Giant Food is equally excited about the partnership.
“Avocados are not only a versatile ingredient that can be used for anything from breakfast to sweet or savory dishes, they also make us feel good and are nutritionally dense, packed with vitamins, minerals and healthy mono-saturated fats,” said Lisa Coleman, director of healthy living at Giant Food. “We are excited to be able to provide this superfood as part of our ongoing efforts to make sure that all families in our community have access to healthy food options.”

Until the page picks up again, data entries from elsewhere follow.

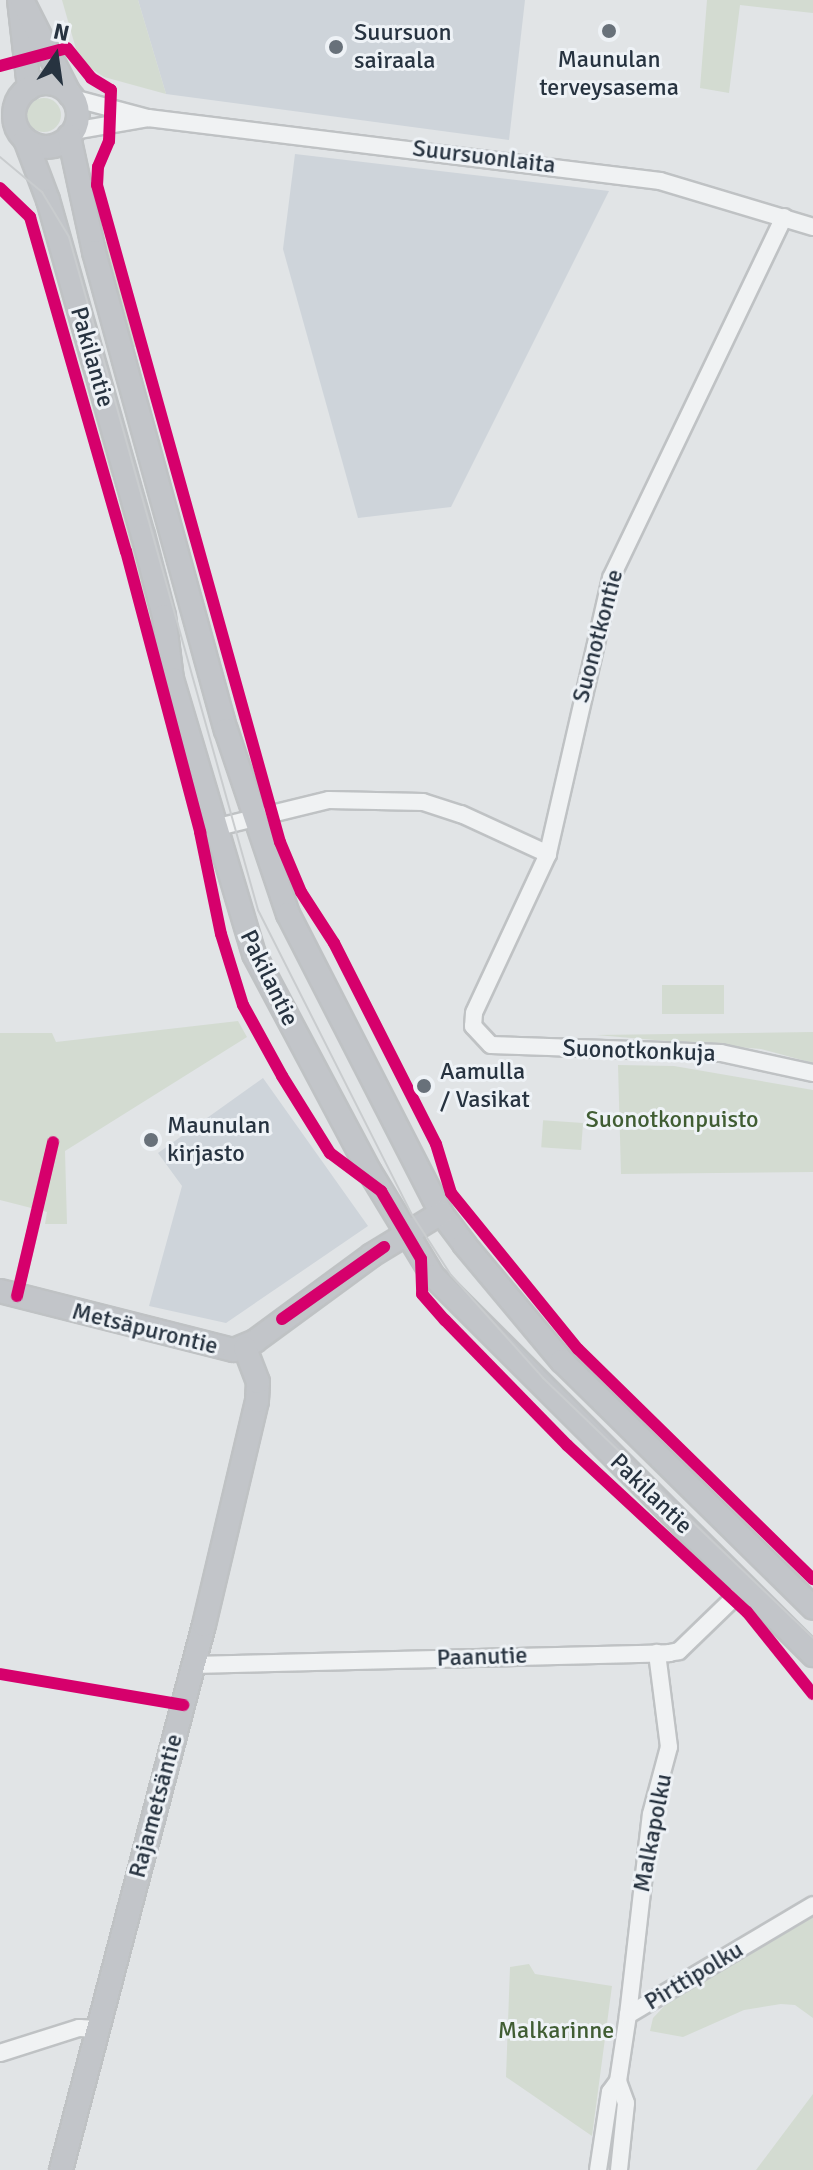 <!DOCTYPE html>
<meta charset="utf-8">
<style>
body{margin:0}
#map{position:relative;width:813px;height:2170px;overflow:hidden;background:#e1e4e6;font-family:Signika,sans-serif}
div>[style]{position:absolute}
.built>*{inset:0;background:#ced4da}
.green>*{inset:0;background:#d3dbd1;transform-origin:0 0}
.round{border-radius:50%}
.roads{filter:drop-shadow(2px 0 #bfc2c4) drop-shadow(-2px 0 #bfc2c4) drop-shadow(0 2px #bfc2c4) drop-shadow(0 -2px #bfc2c4)}
.street>*{height:16px;margin:-8px;padding:0 8px;transform-origin:8px;border-radius:8px;background:#f0f2f3}
.secondary>*{height:22px;margin:-11px;padding:0 11px;transform-origin:11px;border-radius:11px;background:#c2c5c9}
.secondary>.ring{margin:-11px;padding:0;box-sizing:content-box;background:none;border:22px solid #c2c5c9;border-radius:50%}
.tram>*{height:2px;margin:-1px;padding:0 1px;transform-origin:1px;border-radius:1px;background:#c9ccce}
.cycleway>*{height:12px;margin:-6px;padding:0 6px;transform-origin:6px;border-radius:6px;background:#d6006c}
.dots>*{width:22px;height:22px;translate:-50% -50%;box-sizing:border-box;border:4px solid #eef2f6;border-radius:50%}
span{translate:-50% -50%;white-space:nowrap;text-align:center;line-height:1.15;-webkit-text-stroke:6px #eef2f6;paint-order:stroke}
.poi-label{font-size:24px;color:#273340}
.left{translate:0 -50%;text-align:left}
.street-label{font-size:24px;color:#273340}
.park-label{font-size:24px;color:#405d33}
.north{position:absolute;left:16px;top:16px;width:80px;height:80px;-webkit-text-stroke:6px #eef2f6;paint-order:stroke;rotate:13deg;font-size:22px;font-weight:700;line-height:32px;text-align:center;color:#273340}
.north::after{content:'';display:block;margin:auto;width:28px;height:36px;background:#273340;clip-path:polygon(50% 0,100% 100%,50% 72%,0 100%)}
</style>
<div id="map">
<div class="built">
<div style="clip-path:polygon(138px 0,525px 0,509px 140px,166px 94px)"></div>
<div style="clip-path:polygon(295px 154px,609px 191px,451px 507px,358px 518px,283px 249px)"></div>
<div style="clip-path:polygon(263px 1078px,368px 1226px,226px 1323px,149px 1306px,182px 1186px,158px 1153px)"></div>
</div>
<div class="green">
<div style="clip-path:polygon(62px 0,138px 0,166px 94px,104px 77px,89px 67px,76px 49px)"></div>
<div style="clip-path:polygon(707px 0,813px 0,813px 13px,740px 5px,729px 93px,700px 88px)"></div>
<div class="round" style="left:27px;top:98px;width:34px;height:34px"></div>
<div style="clip-path:polygon(101px 242px,109px 242px,136px 347px,131px 348px)"></div>
<div style="clip-path:polygon(57px 254px,119px 476px,112px 477px,110px 471px,50px 256px)"></div>
<div style="left:125px;top:497px;width:133px;height:7px;rotate:75deg"></div>
<div style="left:662px;top:985px;width:62px;height:29px"></div>
<div style="clip-path:polygon(238px 1021px,247px 1037px,65px 1151px,67px 1224px,45px 1224px,47px 1212px,0 1200px,0 1033px,52px 1033px,56px 1042px)"></div>
<div style="clip-path:polygon(813px 1032px,813px 1063px,761px 1049px,596px 1035px)"></div>
<div style="clip-path:polygon(618px 1065px,674px 1066px,813px 1090px,813px 1172px,621px 1174px)"></div>
<div style="left:583px;top:1123px;width:27px;height:40px;rotate:94deg"></div>
<div style="clip-path:polygon(813px 1917px,813px 2018px,795px 2005px,781px 2004px,744px 2010px,683px 2037px,650px 2031px,653px 2018px,673px 1997px)"></div>
<div style="clip-path:polygon(529px 1964px,535px 1974px,612px 1986px,592px 2136px,506px 2077px,510px 1967px)"></div>
<div style="clip-path:polygon(813px 2094px,813px 2170px,756px 2170px)"></div>
</div>
<div class="roads">
<div class="street">
<div style="left:73px;top:98px;width:78px;rotate:14.9deg"></div>
<div style="left:148px;top:118px;width:516px;rotate:7.01deg"></div>
<div style="left:660px;top:181px;width:160px;rotate:16.7deg"></div>
<div style="left:73px;top:131px;width:76px;rotate:-9.8deg"></div>
<div style="left:784px;top:217px;width:400px;rotate:115.6deg"></div>
<div style="left:611px;top:578px;width:283px;rotate:102.9deg"></div>
<div style="left:548px;top:854px;width:175px;rotate:115deg"></div>
<div style="left:474px;top:1013px;width:13px;rotate:94deg"></div>
<div style="left:473px;top:1026px;width:26px;rotate:47deg"></div>
<div style="left:491px;top:1045px;width:230px;rotate:2deg"></div>
<div style="left:721px;top:1053px;width:94px;rotate:12.3deg"></div>
<div style="left:214px;top:828px;width:118px;rotate:-13.7deg"></div>
<div style="left:329px;top:800px;width:94px;rotate:1.2deg"></div>
<div style="left:423px;top:802px;width:40px;rotate:18deg"></div>
<div style="left:461px;top:814px;width:96px;rotate:24.7deg"></div>
<div style="left:193px;top:1665px;width:476px;rotate:-1.4deg"></div>
<div style="left:669px;top:1653px;width:10px;rotate:-11deg"></div>
<div style="left:679px;top:1651px;width:92px;rotate:-44.1deg"></div>
<div style="left:628px;top:2015px;width:202px;rotate:-83.5deg"></div>
<div style="left:651px;top:1814px;width:69px;rotate:-75deg"></div>
<div style="left:669px;top:1747px;width:95px;rotate:-97.3deg"></div>
<div style="left:0;top:2053px;width:83px;rotate:-17.6deg"></div>
<div style="left:79px;top:2028px;width:19px;rotate:3deg"></div>
<div style="left:598px;top:2170px;width:79px;rotate:-81.3deg"></div>
<div style="left:610px;top:2092px;width:14px;rotate:-54deg"></div>
<div style="left:619px;top:2170px;width:67px;rotate:-84deg"></div>
<div style="left:626px;top:2103px;width:23px;rotate:-110deg"></div>
<div style="left:618px;top:2081px;width:67px;rotate:-81.4deg"></div>
<div style="left:628px;top:2015px;width:215px;rotate:-30.7deg"></div>
</div>
<div class="secondary">
<div style="left:19px;top:0;width:89px;rotate:83.5deg"></div>
<div style="left:22px;top:0;width:106px;rotate:63.2deg"></div>
<div class="ring" style="left:14px;top:83px;width:42px;height:42px"></div>
<div style="left:69px;top:136px;width:119px;rotate:77.8deg"></div>
<div style="left:94px;top:252px;width:496px;rotate:74.6deg"></div>
<div style="left:226px;top:730px;width:194px;rotate:71.4deg"></div>
<div style="left:288px;top:914px;width:336px;rotate:62.9deg"></div>
<div style="left:441px;top:1213px;width:39px;rotate:53deg"></div>
<div style="left:464px;top:1244px;width:153px;rotate:50.1deg"></div>
<div style="left:562px;top:1361px;width:352px;rotate:44.5deg"></div>
<div style="left:25px;top:139px;width:65px;rotate:69.3deg"></div>
<div style="left:48px;top:200px;width:348px;rotate:74.2deg"></div>
<div style="left:143px;top:535px;width:84px;rotate:75.5deg"></div>
<div style="left:164px;top:616px;width:64px;rotate:82.8deg"></div>
<div style="left:172px;top:679px;width:287px;rotate:73.4deg"></div>
<div style="left:254px;top:954px;width:247px;rotate:62deg"></div>
<div style="left:370px;top:1172px;width:122px;rotate:58.8deg"></div>
<div style="left:433px;top:1276px;width:537px;rotate:44.92deg"></div>
<div style="left:0;top:1291px;width:241px;rotate:14.2deg"></div>
<div style="left:234px;top:1350px;width:23px;rotate:-23deg"></div>
<div style="left:255px;top:1341px;width:145px;rotate:-36.3deg"></div>
<div style="left:372px;top:1255px;width:81px;rotate:-31.3deg"></div>
<div style="left:61px;top:2170px;width:563px;rotate:-75.3deg"></div>
<div style="left:204px;top:1625px;width:230px;rotate:-76.7deg"></div>
<div style="left:257px;top:1401px;width:19px;rotate:-87deg"></div>
<div style="left:258px;top:1382px;width:36px;rotate:-111deg"></div>
</div>
</div>
<div class="tram">
<div style="left:0;top:157px;width:55px;rotate:39.8deg"></div>
<div style="left:42px;top:192px;width:52px;rotate:59deg"></div>
<div style="left:69px;top:237px;width:699px;rotate:74.31deg"></div>
<div style="left:258px;top:910px;width:339px;rotate:63.2deg"></div>
<div style="left:411px;top:1213px;width:74px;rotate:57.2deg"></div>
<div style="left:451px;top:1275px;width:138px;rotate:48.2deg"></div>
<div style="left:543px;top:1378px;width:375px;rotate:43.9deg"></div>
</div>
<div class="cycleway">
<div style="left:0;top:66px;width:69px;rotate:-15deg"></div>
<div style="left:67px;top:48px;width:38px;rotate:51deg"></div>
<div style="left:91px;top:78px;width:23px;rotate:31deg"></div>
<div style="left:111px;top:90px;width:51px;rotate:92.2deg"></div>
<div style="left:109px;top:141px;width:28px;rotate:113deg"></div>
<div style="left:98px;top:167px;width:18px;rotate:93deg"></div>
<div style="left:97px;top:185px;width:682px;rotate:74.44deg"></div>
<div style="left:280px;top:842px;width:54px;rotate:67.2deg"></div>
<div style="left:301px;top:892px;width:61px;rotate:57.1deg"></div>
<div style="left:334px;top:943px;width:225px;rotate:63.1deg"></div>
<div style="left:436px;top:1144px;width:51px;rotate:73deg"></div>
<div style="left:451px;top:1193px;width:201px;rotate:50.9deg"></div>
<div style="left:578px;top:1349px;width:329px;rotate:44.4deg"></div>
<div style="left:0;top:188px;width:42px;rotate:44deg"></div>
<div style="left:30px;top:217px;width:348px;rotate:74deg"></div>
<div style="left:126px;top:551px;width:291px;rotate:75.2deg"></div>
<div style="left:200px;top:832px;width:104px;rotate:78.4deg"></div>
<div style="left:221px;top:934px;width:74px;rotate:72.8deg"></div>
<div style="left:243px;top:1005px;width:81px;rotate:61.2deg"></div>
<div style="left:282px;top:1076px;width:91px;rotate:58.1deg"></div>
<div style="left:330px;top:1153px;width:64px;rotate:36.7deg"></div>
<div style="left:381px;top:1191px;width:79px;rotate:59.5deg"></div>
<div style="left:421px;top:1259px;width:35px;rotate:88deg"></div>
<div style="left:422px;top:1294px;width:35px;rotate:49deg"></div>
<div style="left:445px;top:1320px;width:175px;rotate:45.7deg"></div>
<div style="left:567px;top:1445px;width:246px;rotate:42.9deg"></div>
<div style="left:747px;top:1612px;width:105px;rotate:51.2deg"></div>
<div style="left:17px;top:1296px;width:158px;rotate:-76.8deg"></div>
<div style="left:282px;top:1319px;width:125px;rotate:-35.2deg"></div>
<div style="left:0;top:1674px;width:186px;rotate:9.6deg"></div>
</div>
<div class="dots">
<div style="left:609px;top:31px;background:#68717a"></div>
<div style="left:336px;top:47px;background:#68717a"></div>
<div style="left:424px;top:1086px;background:#68717a"></div>
<div style="left:151px;top:1140px;background:#68717a"></div>
</div>
<div class="poi-label">
<span class="left" style="left:354px;top:47px">Suursuon<br>sairaala</span>
<span style="left:609px;top:74px">Maunulan<br>terveysasema</span>
<span class="left" style="left:440px;top:1086px">Aamulla<br>/ Vasikat</span>
<span class="left" style="left:167px;top:1140px">Maunulan<br>kirjasto</span>
</div>
<div class="street-label">
<span style="left:484px;top:157px;rotate:7deg">Suursuonlaita</span>
<span style="left:92px;top:357px;rotate:74deg">Pakilantie</span>
<span style="left:598px;top:636px;rotate:-75deg">Suonotkontie</span>
<span style="left:269px;top:978px;rotate:64deg">Pakilantie</span>
<span style="left:639px;top:1051px;rotate:2deg">Suonotkonkuja</span>
<span style="left:145px;top:1329px;rotate:14deg">Metsäpurontie</span>
<span style="left:651px;top:1494px;rotate:44deg">Pakilantie</span>
<span style="left:482px;top:1657px;rotate:-2deg">Paanutie</span>
<span style="left:156px;top:1806px;rotate:-75deg">Rajametsäntie</span>
<span style="left:653px;top:1833px;rotate:-79deg">Malkapolku</span>
<span style="left:694px;top:1976px;rotate:-31deg">Pirttipolku</span>
</div>
<div class="park-label">
<span style="left:672px;top:1120px">Suonotkonpuisto</span>
<span style="left:556px;top:2031px">Malkarinne</span>
</div>
<div class="north">N</div>
</div>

“The current need for emergency food is unlike anything we’ve experienced in our 40-year history,” said Radha Muthia, president and CEO of the Capital Area Food Bank. “With the dramatic decline in retail donations that has occurred as a result of the pandemic, we’re so thankful to be receiving a truckload of healthy, easy-to-distribute food that is also culturally relevant for many of the people we serve. Avocados from Peru is making a big difference for many of the thousands of families in our region that are struggling to put meals on the table right now”
The Capital Area Food Bank delivery will feature one of the Peruvian Brothers’ famous food trucks from the popular Giuseppe and Mario Lanzone. Food bank staff will receive a delicious boxed meal made with Avocados from Peru. Social distancing will, of course, be maintained.
Equihua said the upcoming donation is already creating a buzz, with large media networks in Washington, DC, planning to cover the event.
“Even though Avocados from Peru is leading this effort, it will provide a boost for the entire avocado category, especially with the donation on National Avocado Day,” he said. “Similar to our other promotions, this one takes a macro approach to lifting the overall category, and not necessarily just Peru.”
Equihua said as of late July approximately 65 percent of the anticipated 190 million pounds have been shipped to the United States. Supplies will be available into early-October.
“It is shaping up to be a similar season as last year in terms of shipments,” said Equihua. “The pandemic has had no effect on shipments, which is somewhat surprising since the foodservice market has been decimated. People are still seeking them out due to their status as a healthy comfort food.”